CFPB and DOJ Coordinate on Fair Lending

On December 6, the Consumer Financial Protection Bureau (CFPB or Bureau) and the U.S. Department of Justice (DOJ) announced a Memorandum of Understanding (MOU) to coordinate enforcement of the federal fair lending laws, including the Equal Credit Opportunity Act (ECOA). Simultaneously, the CFPB issued its first annual Fair Lending Report to Congress as required by the Dodd-Frank Act, which describes the Bureau’s efforts to build its Office of Fair Lending and Equal Opportunity and reviews its fair lending accomplishments. Together, these initiatives demonstrate that the CFPB and DOJ are continuing to work together closely to aggressively enforce the federal fair lending laws.

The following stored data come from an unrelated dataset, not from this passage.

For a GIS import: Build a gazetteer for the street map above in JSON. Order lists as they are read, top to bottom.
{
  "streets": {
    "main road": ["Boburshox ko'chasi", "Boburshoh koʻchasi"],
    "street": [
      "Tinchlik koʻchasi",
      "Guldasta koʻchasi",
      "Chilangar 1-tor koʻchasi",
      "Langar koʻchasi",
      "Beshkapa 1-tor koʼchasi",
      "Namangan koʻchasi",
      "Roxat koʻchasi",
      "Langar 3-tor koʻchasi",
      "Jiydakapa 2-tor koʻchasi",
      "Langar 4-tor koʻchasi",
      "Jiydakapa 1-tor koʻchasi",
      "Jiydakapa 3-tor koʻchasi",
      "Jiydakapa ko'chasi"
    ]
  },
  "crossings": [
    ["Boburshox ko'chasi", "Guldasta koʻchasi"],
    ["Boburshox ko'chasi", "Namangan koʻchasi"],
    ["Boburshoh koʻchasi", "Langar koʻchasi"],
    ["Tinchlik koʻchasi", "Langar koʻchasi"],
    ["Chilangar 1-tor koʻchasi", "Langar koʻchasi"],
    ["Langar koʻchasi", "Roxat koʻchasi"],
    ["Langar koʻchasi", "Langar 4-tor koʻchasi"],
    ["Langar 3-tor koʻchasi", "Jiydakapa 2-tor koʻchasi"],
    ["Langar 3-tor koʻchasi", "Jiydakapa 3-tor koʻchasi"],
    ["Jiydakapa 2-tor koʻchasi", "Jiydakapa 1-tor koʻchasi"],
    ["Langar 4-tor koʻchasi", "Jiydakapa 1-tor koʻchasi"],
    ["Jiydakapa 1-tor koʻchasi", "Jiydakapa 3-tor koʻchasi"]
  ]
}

Memorandum of Understanding Regarding Fair Lending Coordination

The new MOU supplements an existing Information Sharing Agreement Regarding Fair Lending Investigations among the DOJ, the U.S. Department of Housing and Urban Development, and the Federal Trade Commission, which allows these fair lending enforcement agencies to share confidential information related to fair lending investigations, screening procedures, and investigative techniques. It also follows a general cooperation MOU that the DOJ and CFPB entered into earlier this year.

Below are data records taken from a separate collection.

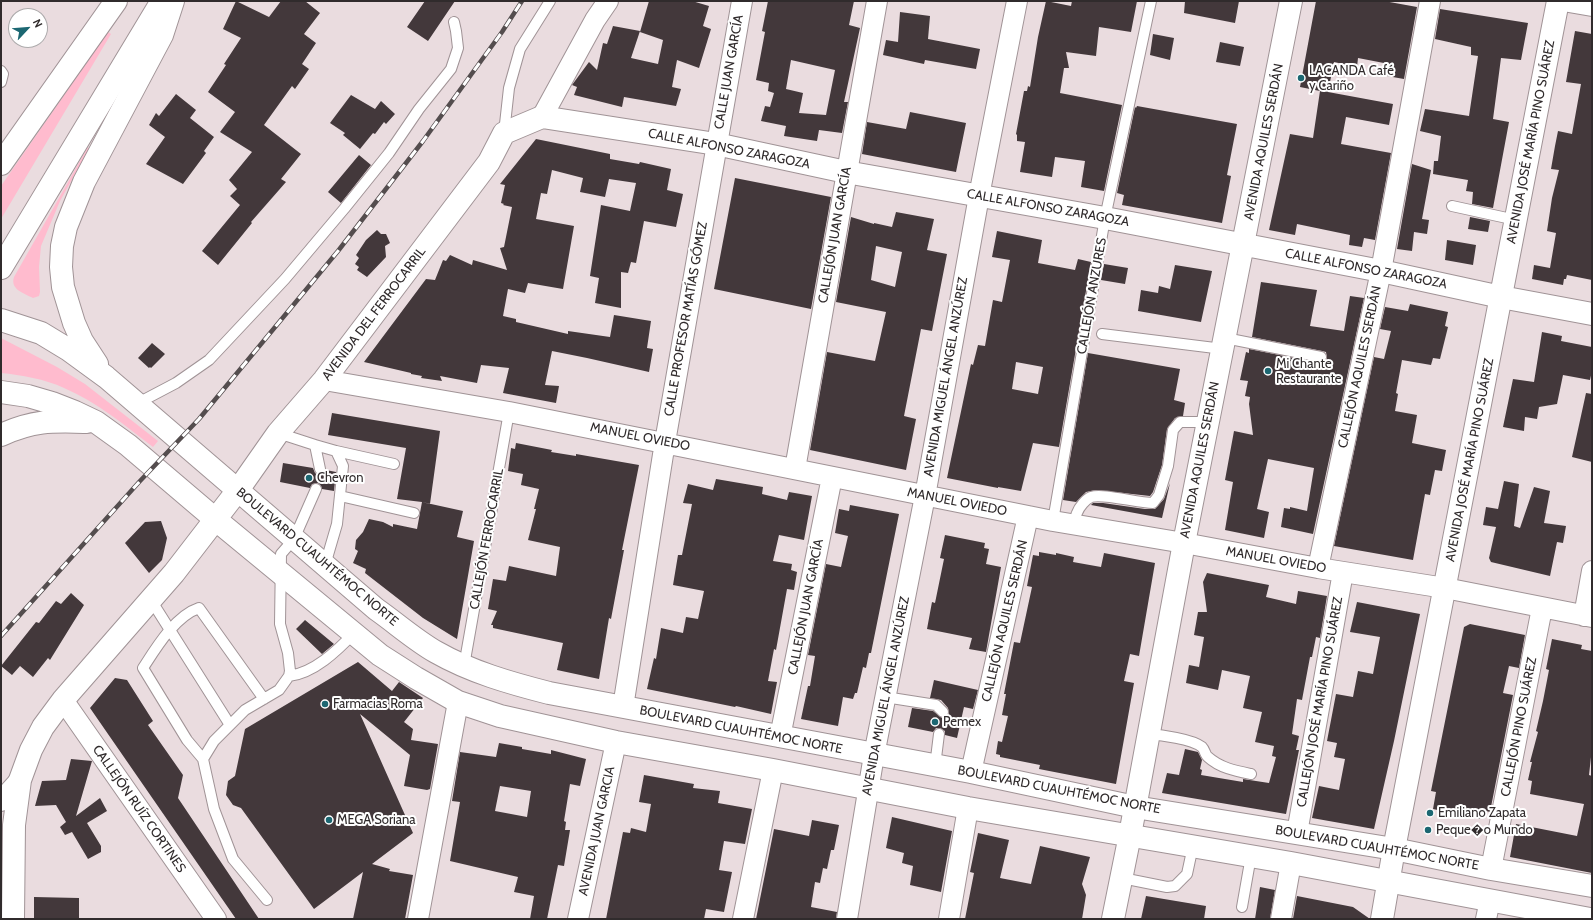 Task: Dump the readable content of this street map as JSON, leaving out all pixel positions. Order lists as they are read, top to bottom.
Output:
{
  "streets": {
    "main road": [
      "AVENIDA AQUILES SERDÁN",
      "AVENIDA JOSÉ MARÍA PINO SUÁREZ",
      "CALLE ALFONSO ZARAGOZA",
      "AVENIDA DEL FERROCARRIL",
      "BOULEVARD CUAUHTÉMOC NORTE"
    ],
    "street": [
      "CALLE JUAN GARCÍA",
      "CALLEJÓN JUAN GARCÍA",
      "CALLE PROFESOR MATÍAS GÓMEZ",
      "CALLEJÓN AQUILES SERDÁN",
      "AVENIDA MIGUEL ÁNGEL ANZÚREZ",
      "MANUEL OVIEDO",
      "CALLEJÓN JOSÉ MARÍA PINO SUÁREZ",
      "CALLEJÓN PINO SUÁREZ",
      "CALLEJÓN RUÍZ CORTINES",
      "AVENIDA JUAN GARCIA"
    ],
    "lane": ["CALLEJÓN ANZURES", "CALLEJÓN FERROCARRIL"]
  },
  "crossings": [
    ["CALLE JUAN GARCÍA", "CALLE ALFONSO ZARAGOZA"],
    ["CALLE JUAN GARCÍA", "CALLE PROFESOR MATÍAS GÓMEZ"],
    ["AVENIDA AQUILES SERDÁN", "CALLE ALFONSO ZARAGOZA"],
    ["AVENIDA AQUILES SERDÁN", "MANUEL OVIEDO"],
    ["AVENIDA AQUILES SERDÁN", "BOULEVARD CUAUHTÉMOC NORTE"],
    ["AVENIDA JOSÉ MARÍA PINO SUÁREZ", "CALLE ALFONSO ZARAGOZA"],
    ["AVENIDA JOSÉ MARÍA PINO SUÁREZ", "MANUEL OVIEDO"],
    ["AVENIDA JOSÉ MARÍA PINO SUÁREZ", "BOULEVARD CUAUHTÉMOC NORTE"],
    ["CALLE ALFONSO ZARAGOZA", "CALLEJÓN JUAN GARCÍA"],
    ["CALLE ALFONSO ZARAGOZA", "CALLEJÓN ANZURES"],
    ["CALLE ALFONSO ZARAGOZA", "CALLE PROFESOR MATÍAS GÓMEZ"],
    ["CALLE ALFONSO ZARAGOZA", "CALLEJÓN AQUILES SERDÁN"],
    ["CALLE ALFONSO ZARAGOZA", "AVENIDA MIGUEL ÁNGEL ANZÚREZ"],
    ["CALLEJÓN JUAN GARCÍA", "MANUEL OVIEDO"],
    ["CALLEJÓN JUAN GARCÍA", "BOULEVARD CUAUHTÉMOC NORTE"],
    ["CALLEJÓN ANZURES", "MANUEL OVIEDO"],
    ["AVENIDA DEL FERROCARRIL", "MANUEL OVIEDO"],
    ["AVENIDA DEL FERROCARRIL", "BOULEVARD CUAUHTÉMOC NORTE"],
    ["AVENIDA DEL FERROCARRIL", "CALLEJÓN RUÍZ CORTINES"],
    ["CALLE PROFESOR MATÍAS GÓMEZ", "MANUEL OVIEDO"],
    ["CALLE PROFESOR MATÍAS GÓMEZ", "BOULEVARD CUAUHTÉMOC NORTE"],
    ["CALLEJÓN AQUILES SERDÁN", "MANUEL OVIEDO"],
    ["CALLEJÓN AQUILES SERDÁN", "BOULEVARD CUAUHTÉMOC NORTE"],
    ["AVENIDA MIGUEL ÁNGEL ANZÚREZ", "MANUEL OVIEDO"],
    ["AVENIDA MIGUEL ÁNGEL ANZÚREZ", "BOULEVARD CUAUHTÉMOC NORTE"],
    ["MANUEL OVIEDO", "CALLEJÓN FERROCARRIL"],
    ["MANUEL OVIEDO", "CALLEJÓN JOSÉ MARÍA PINO SUÁREZ"],
    ["MANUEL OVIEDO", "CALLEJÓN PINO SUÁREZ"],
    ["CALLEJÓN FERROCARRIL", "BOULEVARD CUAUHTÉMOC NORTE"],
    ["BOULEVARD CUAUHTÉMOC NORTE", "CALLEJÓN JOSÉ MARÍA PINO SUÁREZ"],
    ["BOULEVARD CUAUHTÉMOC NORTE", "CALLEJÓN PINO SUÁREZ"]
  ],
  "places": [
    "LACANDA Café y Cariño",
    "Mi Chante Restaurante",
    "Chevron",
    "Farmacias Roma",
    "Pemex",
    "Emiliano Zapata",
    "MEGA Soriana",
    "Peque�o Mundo"
  ],
  "north": "top right"
}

The new MOU focuses on information sharing and referral of matters alleging ECOA violations, but also governs the agencies’ referral processes for other fair lending-related laws and joint fair lending investigations.

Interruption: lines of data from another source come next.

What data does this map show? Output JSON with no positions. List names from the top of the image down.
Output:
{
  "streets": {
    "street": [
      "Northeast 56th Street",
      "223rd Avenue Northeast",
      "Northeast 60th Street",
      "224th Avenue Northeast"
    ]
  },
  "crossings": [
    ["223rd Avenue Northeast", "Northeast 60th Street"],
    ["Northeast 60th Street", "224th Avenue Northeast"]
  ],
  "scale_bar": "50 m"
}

Referral of ECOA Violations to DOJ: The MOU explains the circumstances under which the CFPB will refer potential ECOA violations to the DOJ for further investigation or prosecution. Consistent with the established practice of the prudential federal bank regulators, the MOU requires the CFPB to refer to the DOJ all matters where it has “reason to believe” that one or more creditors has engaged in a pattern or practice of lending discrimination. The CFPB may also refer to DOJ any violation of Section 701(a) of ECOA, including a recommendation that a civil action be commenced if the CFPB cannot obtain compliance from the financial institution.

Following referral, the DOJ has 60 days to determine whether to proceed with its own investigation. Within that period, the CFPB may not unilaterally commence its own action with regard to the referred violation(s). Even if exigent circumstances arise during the 60-day review period, the CFPB must first consult with the DOJ before taking independent action.

The CFPB may also refer to the DOJ possible violations of fair lending-related laws for which the CFPB has no statutory examination or enforcement authority, but for which the DOJ possesses enforcement authority, including the Fair Housing Act and the Servicemembers Civil Relief Act. Despite its lack of statutory authority to enforce these laws, the CFPB’s Supervision & Examination Manual provides resources to identify such potential violations for purposes of referrals to another federal agency.

Joint Investigations: With regard to joint investigations, the MOU provides only that “[w]hen appropriate, the DOJ and the CFPB will seek to collaborate on investigations, and conduct joint investigations of entities allowing the Agencies to leverage resources and expertise.” The agreement calls for quarterly meetings to discuss investigative activity, but allows each agency to retain “independent authority to proceed in the manner that it determines is appropriate.”

Information Sharing: The MOU describes how the parties have agreed to designate, share, use, and protect as non-public, certain information related to investigations of potential ECOA violations, including confidential supervisory information collected by the CFPB under its supervision and examination authority. The MOU allows for additional case- or investigation-specific information sharing agreements as appropriate, based on a form agreement provided as an attachment to the MOU. Section 7 of the form agreement indicates that “sharing of any confidential information [between the CFPB and DOJ] under this Agreement does not constitute a waiver of, or otherwise affect, any privilege any agency or person may claim with respect to such information under federal law.”